Task brief:
Where the records below have a line with "image", that line is to be copied.

Information given:

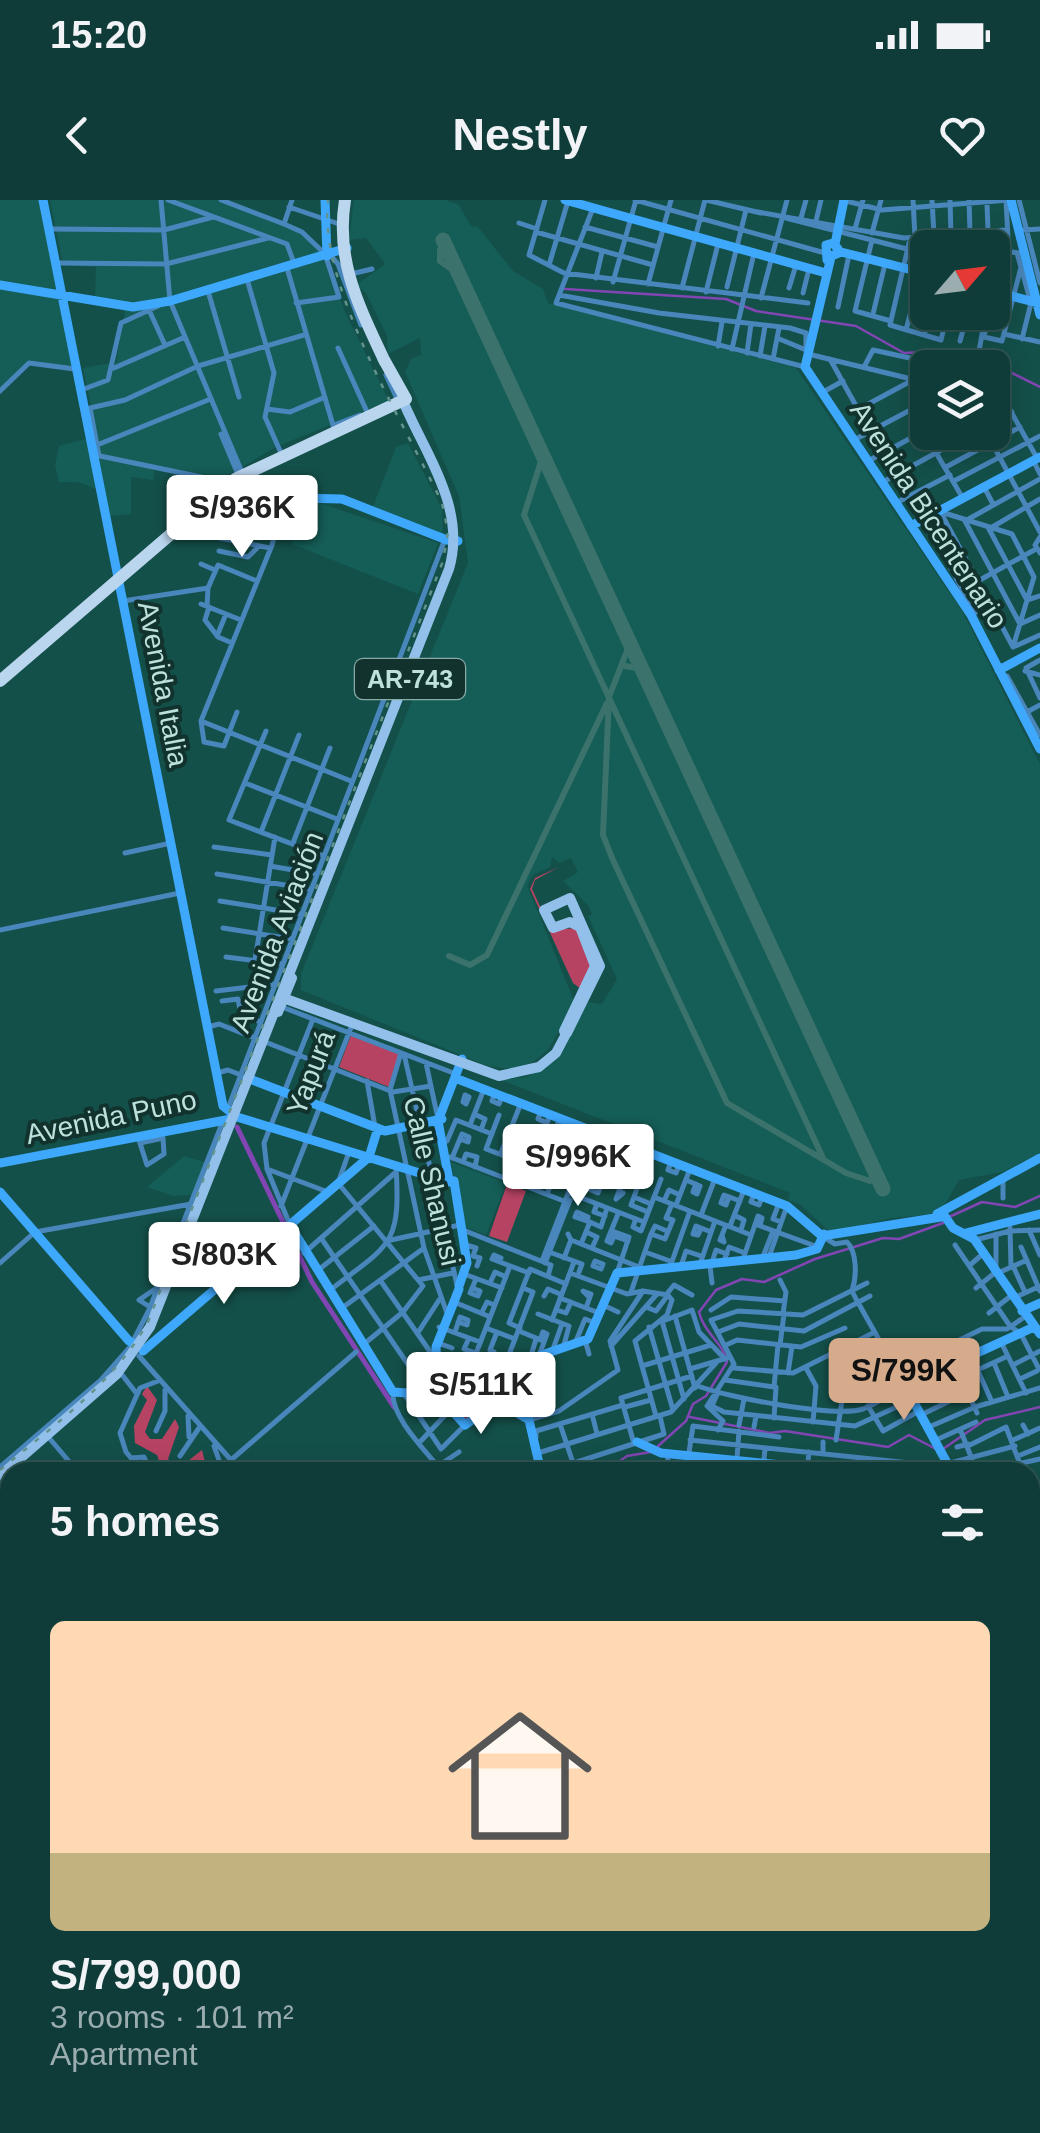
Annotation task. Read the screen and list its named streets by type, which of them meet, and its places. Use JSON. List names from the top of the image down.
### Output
* * *
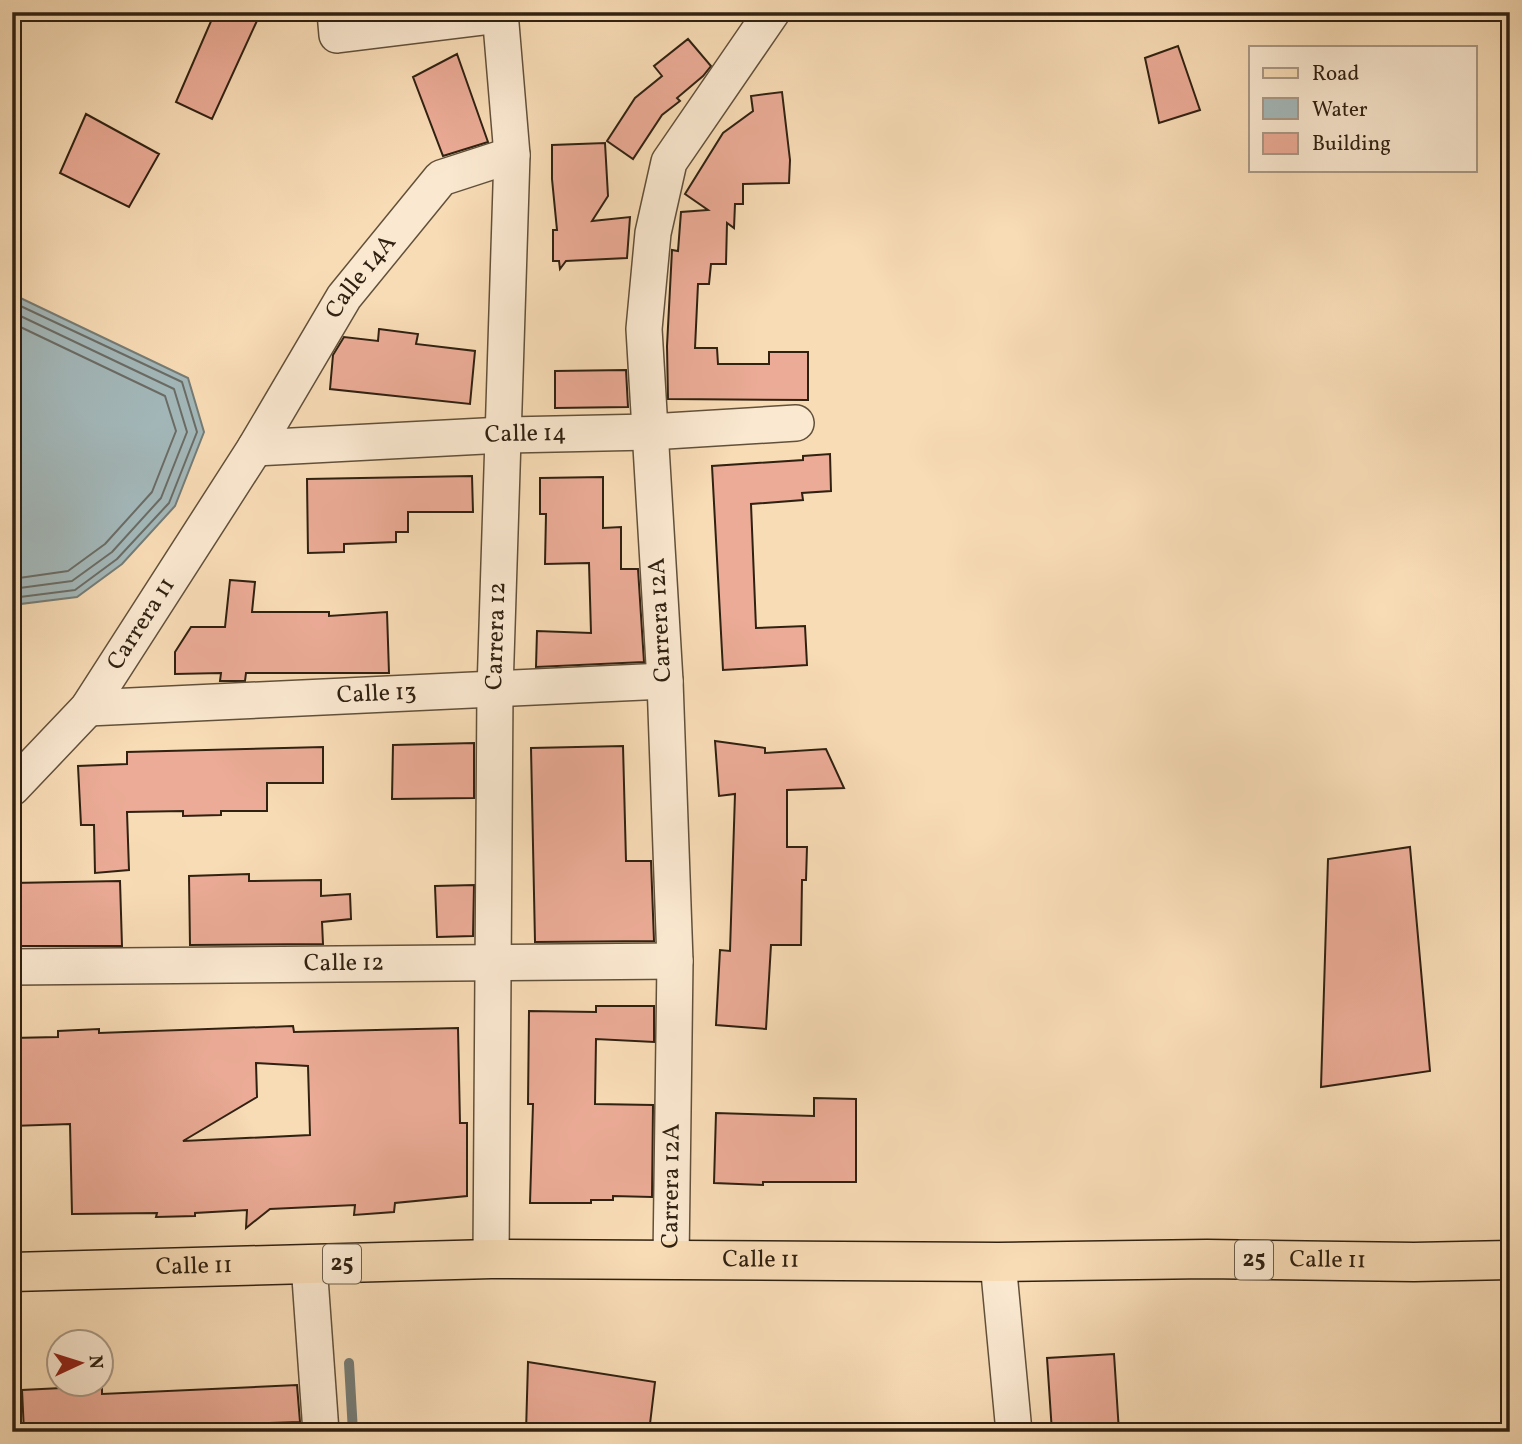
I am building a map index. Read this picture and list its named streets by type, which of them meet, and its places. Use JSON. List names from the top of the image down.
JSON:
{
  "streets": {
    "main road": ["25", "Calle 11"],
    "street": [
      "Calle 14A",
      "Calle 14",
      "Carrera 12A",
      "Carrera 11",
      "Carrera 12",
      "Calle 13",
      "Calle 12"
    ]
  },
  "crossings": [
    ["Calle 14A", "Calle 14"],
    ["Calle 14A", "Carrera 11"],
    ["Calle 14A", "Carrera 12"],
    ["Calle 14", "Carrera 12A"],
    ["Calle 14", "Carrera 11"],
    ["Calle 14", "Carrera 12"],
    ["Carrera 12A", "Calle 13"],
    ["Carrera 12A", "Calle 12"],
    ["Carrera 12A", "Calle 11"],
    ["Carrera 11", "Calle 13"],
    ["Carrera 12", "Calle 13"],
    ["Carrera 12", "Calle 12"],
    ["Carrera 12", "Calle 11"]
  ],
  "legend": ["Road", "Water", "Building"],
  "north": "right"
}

Result for this exercise:
Annotation task. Read the screen and list its named streets by type, which of them meet, and its places. Use JSON. List names from the top of the image down.
I am building a map index. Read this picture and list its named streets by type, which of them meet, and its places. Use JSON. List names from the top of the image down.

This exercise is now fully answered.